Niels Bohr Lecture by Professor David Reitze
Title: Last Tango in Space-Time: Detecting Gravitational Waves From Binary Black Hole Mergers for the First Time Ever Using LIGO
Abstract: The first direct detections of gravitational waves in late 2015 were made possible by a forty year experimental campaign to design, build, and operate LIGO, the Laser Interferometer Gravitational-wave Observatory.
In this talk, I’ll cover gravitational waves and what makes them so difficult to detect and at the same time such powerful and unique probes of the universe.

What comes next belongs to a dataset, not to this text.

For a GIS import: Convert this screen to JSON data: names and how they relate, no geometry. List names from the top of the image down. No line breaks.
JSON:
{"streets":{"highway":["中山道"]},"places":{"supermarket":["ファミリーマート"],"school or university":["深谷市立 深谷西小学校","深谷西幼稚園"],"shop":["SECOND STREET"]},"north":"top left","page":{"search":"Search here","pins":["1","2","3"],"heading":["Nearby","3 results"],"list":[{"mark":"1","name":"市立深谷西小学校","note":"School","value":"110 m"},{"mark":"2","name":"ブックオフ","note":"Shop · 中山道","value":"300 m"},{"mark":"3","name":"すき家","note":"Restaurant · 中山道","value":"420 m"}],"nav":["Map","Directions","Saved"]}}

Most of the presentation will focus on the interferometers, the LIGO detections and their astrophysical implications.
Time permitting, I’ll give a preview of where LIGO intends to go in the next decade and beyond.
- AUD. 3 at HCØ, at 15:15, Wednesday, March 22, 2017
As usual, coffee, tea and cookies will be served in front of the auditorium at 15:00.
About David Reitze
- David Reitze holds joint positions as the Executive Director of the LIGO Laboratory at the Caltech and a Professor of Physics at the University of Florida.
- David Reitze has authored 250 publications, and is a Fellow of the American Physical Society and the Optical Society.
- He is a member of the LIGO Scientific Collaboration that was awarded the 2016 Special Breakthrough Prize in Fundamental Physics, the 2016 Gruber Foundation Cosmology Prize, and the 2017 Rossi Prize of the High Energy Astrophysics Division of the American Astronomical Society.